Master's degrees in forensic accounting cover principles in legal, business and accounting. In addition to coursework, forensic accounting programs include real-world exercises and hands-on simulations to help students put their newly acquired skills to use. Depending on the employer and job, forensic accounting graduates may also be required to become Certified Public Accountants (CPAs).
Applicants need a bachelor's degree preferably in accounting, business or finance. In addition to accounting experience, students will need the necessary graduate admissions test scores. These programs typically require 1-2 years to complete.
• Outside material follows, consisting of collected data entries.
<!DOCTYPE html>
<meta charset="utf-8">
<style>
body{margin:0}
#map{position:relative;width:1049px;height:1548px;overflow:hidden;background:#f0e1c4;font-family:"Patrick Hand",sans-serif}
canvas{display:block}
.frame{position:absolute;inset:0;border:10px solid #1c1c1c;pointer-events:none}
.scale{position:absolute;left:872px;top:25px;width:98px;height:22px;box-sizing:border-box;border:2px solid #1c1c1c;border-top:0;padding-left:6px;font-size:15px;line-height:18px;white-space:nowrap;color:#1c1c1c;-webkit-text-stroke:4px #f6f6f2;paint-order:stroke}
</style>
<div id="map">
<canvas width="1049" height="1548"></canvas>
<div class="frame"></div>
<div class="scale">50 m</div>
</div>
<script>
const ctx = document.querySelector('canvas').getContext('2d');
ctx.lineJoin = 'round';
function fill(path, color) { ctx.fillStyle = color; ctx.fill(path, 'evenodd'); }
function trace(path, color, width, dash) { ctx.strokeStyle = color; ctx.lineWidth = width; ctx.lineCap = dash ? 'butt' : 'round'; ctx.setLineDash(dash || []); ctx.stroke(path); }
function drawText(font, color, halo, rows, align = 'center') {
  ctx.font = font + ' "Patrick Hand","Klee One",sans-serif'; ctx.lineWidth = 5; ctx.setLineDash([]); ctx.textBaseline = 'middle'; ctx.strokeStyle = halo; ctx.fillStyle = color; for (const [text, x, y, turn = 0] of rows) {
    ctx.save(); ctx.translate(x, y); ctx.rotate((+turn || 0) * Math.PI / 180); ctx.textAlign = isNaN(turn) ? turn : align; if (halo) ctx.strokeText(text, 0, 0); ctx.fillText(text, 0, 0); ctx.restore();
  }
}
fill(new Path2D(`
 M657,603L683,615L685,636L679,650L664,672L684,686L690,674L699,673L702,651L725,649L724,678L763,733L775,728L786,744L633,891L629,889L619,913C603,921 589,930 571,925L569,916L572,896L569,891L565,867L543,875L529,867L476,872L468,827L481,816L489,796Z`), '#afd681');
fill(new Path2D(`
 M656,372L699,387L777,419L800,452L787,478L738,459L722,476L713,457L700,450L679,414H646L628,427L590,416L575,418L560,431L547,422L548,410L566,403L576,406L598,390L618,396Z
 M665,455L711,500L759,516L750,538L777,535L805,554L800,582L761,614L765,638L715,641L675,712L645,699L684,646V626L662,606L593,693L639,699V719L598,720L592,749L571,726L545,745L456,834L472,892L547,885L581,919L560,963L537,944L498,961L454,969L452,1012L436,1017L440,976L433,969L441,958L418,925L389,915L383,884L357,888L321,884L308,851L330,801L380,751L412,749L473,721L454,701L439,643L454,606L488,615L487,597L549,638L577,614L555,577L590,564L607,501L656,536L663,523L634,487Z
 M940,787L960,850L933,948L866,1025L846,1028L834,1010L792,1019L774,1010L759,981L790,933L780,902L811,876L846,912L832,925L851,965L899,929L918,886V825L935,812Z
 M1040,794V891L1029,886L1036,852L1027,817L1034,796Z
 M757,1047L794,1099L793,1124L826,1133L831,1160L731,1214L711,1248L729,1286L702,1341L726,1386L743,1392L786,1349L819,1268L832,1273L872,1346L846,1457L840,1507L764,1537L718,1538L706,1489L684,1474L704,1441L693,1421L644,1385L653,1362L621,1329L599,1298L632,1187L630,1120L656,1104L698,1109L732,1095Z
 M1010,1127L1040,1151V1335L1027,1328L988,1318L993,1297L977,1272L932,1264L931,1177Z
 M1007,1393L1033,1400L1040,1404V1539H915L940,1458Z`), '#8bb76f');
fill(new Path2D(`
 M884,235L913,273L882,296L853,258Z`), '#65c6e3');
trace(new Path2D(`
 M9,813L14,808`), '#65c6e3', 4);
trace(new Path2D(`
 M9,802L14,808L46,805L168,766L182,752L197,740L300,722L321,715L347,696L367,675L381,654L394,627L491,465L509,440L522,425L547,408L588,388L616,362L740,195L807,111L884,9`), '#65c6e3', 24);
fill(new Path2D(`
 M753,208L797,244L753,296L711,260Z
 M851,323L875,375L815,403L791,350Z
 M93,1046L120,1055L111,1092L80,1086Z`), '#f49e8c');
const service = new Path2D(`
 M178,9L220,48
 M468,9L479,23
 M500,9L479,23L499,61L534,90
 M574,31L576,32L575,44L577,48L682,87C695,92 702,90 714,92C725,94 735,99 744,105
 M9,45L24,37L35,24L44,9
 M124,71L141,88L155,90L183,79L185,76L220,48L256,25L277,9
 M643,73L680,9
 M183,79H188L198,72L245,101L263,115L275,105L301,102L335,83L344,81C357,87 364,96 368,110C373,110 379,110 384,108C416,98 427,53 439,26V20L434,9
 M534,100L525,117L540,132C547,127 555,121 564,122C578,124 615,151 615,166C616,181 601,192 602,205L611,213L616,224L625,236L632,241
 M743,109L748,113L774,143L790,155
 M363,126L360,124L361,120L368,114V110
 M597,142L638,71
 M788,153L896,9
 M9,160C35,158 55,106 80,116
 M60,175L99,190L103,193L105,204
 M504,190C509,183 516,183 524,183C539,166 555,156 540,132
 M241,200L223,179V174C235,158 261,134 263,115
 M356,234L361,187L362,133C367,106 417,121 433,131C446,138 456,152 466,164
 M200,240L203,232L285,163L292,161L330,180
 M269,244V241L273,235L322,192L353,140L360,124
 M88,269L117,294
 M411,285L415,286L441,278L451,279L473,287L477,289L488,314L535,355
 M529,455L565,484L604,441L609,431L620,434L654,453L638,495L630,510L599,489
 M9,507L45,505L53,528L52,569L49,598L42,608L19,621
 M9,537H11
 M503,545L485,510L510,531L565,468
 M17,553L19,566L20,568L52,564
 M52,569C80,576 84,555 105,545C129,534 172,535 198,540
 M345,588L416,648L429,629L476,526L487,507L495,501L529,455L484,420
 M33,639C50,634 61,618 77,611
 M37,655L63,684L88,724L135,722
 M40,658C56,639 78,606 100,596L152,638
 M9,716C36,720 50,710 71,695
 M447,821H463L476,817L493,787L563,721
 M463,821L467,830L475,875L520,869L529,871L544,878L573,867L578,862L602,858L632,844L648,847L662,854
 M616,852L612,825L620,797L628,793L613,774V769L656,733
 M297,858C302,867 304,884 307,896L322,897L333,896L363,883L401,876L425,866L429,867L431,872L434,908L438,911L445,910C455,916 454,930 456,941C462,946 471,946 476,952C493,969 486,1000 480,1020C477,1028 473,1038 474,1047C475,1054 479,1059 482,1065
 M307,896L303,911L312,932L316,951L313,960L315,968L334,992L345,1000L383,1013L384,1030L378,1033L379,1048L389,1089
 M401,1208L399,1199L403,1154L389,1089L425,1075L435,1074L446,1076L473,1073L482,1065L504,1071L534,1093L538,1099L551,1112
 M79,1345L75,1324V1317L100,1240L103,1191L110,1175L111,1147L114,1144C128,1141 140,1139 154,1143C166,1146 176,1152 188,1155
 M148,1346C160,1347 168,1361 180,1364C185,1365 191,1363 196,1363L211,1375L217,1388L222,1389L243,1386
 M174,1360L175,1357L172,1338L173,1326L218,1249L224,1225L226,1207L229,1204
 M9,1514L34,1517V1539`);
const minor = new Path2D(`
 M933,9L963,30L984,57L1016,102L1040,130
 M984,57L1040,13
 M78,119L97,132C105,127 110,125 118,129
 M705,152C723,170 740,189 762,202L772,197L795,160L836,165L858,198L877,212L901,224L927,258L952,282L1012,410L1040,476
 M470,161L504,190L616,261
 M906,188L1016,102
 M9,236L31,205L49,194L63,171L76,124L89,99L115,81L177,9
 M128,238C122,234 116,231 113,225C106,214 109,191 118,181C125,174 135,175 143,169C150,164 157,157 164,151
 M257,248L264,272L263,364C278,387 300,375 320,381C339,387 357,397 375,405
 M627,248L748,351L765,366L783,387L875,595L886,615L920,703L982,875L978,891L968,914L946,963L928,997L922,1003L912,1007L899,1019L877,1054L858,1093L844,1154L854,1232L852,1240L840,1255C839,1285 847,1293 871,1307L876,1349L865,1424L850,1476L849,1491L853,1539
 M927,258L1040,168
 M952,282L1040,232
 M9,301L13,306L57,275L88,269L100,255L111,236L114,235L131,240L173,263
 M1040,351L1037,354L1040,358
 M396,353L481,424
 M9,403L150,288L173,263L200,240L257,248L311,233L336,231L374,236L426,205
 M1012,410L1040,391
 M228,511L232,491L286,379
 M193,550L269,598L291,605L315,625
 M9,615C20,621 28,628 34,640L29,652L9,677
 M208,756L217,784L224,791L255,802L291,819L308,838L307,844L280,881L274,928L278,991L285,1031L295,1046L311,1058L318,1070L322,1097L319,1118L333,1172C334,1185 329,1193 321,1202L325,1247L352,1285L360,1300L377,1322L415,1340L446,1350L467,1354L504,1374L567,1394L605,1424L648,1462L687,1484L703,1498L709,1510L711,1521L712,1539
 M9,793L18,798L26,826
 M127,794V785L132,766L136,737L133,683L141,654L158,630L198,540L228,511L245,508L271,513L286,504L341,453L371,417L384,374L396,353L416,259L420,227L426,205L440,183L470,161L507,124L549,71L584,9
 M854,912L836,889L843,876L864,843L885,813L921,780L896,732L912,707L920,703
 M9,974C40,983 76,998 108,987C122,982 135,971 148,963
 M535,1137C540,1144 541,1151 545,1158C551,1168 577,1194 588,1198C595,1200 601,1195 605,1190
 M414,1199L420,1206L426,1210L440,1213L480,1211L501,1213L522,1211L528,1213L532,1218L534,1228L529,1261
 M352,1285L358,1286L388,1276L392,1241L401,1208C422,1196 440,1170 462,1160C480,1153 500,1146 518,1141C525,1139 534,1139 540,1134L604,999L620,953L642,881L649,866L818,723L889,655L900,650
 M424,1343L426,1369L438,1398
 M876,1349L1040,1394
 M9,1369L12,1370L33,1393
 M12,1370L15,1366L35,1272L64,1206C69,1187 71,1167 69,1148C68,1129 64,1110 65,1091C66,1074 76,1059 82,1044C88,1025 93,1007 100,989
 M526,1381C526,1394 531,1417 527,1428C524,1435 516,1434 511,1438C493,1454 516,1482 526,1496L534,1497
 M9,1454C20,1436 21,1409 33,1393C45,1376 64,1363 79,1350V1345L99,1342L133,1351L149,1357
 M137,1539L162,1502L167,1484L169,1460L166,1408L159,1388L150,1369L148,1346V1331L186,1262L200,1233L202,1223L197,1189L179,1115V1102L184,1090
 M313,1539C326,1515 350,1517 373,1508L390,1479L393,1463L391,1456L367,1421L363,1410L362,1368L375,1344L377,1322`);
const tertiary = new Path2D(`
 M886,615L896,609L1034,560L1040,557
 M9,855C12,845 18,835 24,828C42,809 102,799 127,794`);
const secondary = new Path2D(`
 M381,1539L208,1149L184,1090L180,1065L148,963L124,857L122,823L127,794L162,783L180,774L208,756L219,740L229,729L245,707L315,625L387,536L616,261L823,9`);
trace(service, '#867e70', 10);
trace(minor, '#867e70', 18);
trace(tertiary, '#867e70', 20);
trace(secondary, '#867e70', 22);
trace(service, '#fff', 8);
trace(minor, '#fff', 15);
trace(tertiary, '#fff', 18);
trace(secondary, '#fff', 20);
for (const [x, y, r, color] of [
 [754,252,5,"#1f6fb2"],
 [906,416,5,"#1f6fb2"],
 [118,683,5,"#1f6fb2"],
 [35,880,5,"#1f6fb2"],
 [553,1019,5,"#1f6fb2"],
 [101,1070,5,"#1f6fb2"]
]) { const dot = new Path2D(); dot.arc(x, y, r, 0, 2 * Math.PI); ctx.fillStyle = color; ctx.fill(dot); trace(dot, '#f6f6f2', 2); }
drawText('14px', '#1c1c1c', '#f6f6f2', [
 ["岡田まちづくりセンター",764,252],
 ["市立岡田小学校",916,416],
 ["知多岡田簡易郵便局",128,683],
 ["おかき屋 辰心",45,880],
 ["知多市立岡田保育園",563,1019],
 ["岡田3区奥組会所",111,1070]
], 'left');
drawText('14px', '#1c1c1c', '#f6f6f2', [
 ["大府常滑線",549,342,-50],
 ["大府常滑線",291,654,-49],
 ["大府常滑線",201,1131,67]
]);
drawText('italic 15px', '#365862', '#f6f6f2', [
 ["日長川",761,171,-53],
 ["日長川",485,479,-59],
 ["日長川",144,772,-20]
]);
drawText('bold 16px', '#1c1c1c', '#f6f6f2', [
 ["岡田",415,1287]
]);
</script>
Master's Degrees in Forensic Accounting
In addition to simulation activities, courses may include:
- Fraud examination
- Financial statement examination procedures
- Management accounting
- International business
- Corporate accounting legal issues
According to the U.S. Bureau of Labor Statistics (BLS), accountants and auditors are predicted to seen an overall 11% increase in the number of employment opportunities from 2014-2024 (www.bls.gov). In January 2016, Payscale.com reported that forensic accountants earned a median of $64,939 annually.
Continuing Education Information
Graduates of a master's degree program in forensic accounting may need to become Certified Public Accountants (CPA). According to the BLS, accountants must hold the CPA credential if they file reports with the Securities and Exchange Commission. States handle the management of CPA certification, so requirements can vary, but the general requirements include holding a college degree in accounting, having experience working as an accountant and passing the Uniform CPA Examination. Continuing education is usually required to maintain certification. Voluntary certification is also available from organizations like the Association of Certified Fraud Examiners, which offers the Certified Fraud Examiner credential.
A master's degree in forensic accounting prepares students for accounting jobs in the business and legal settings. Graduates will often need to become Certified Public Accountants (CPAs).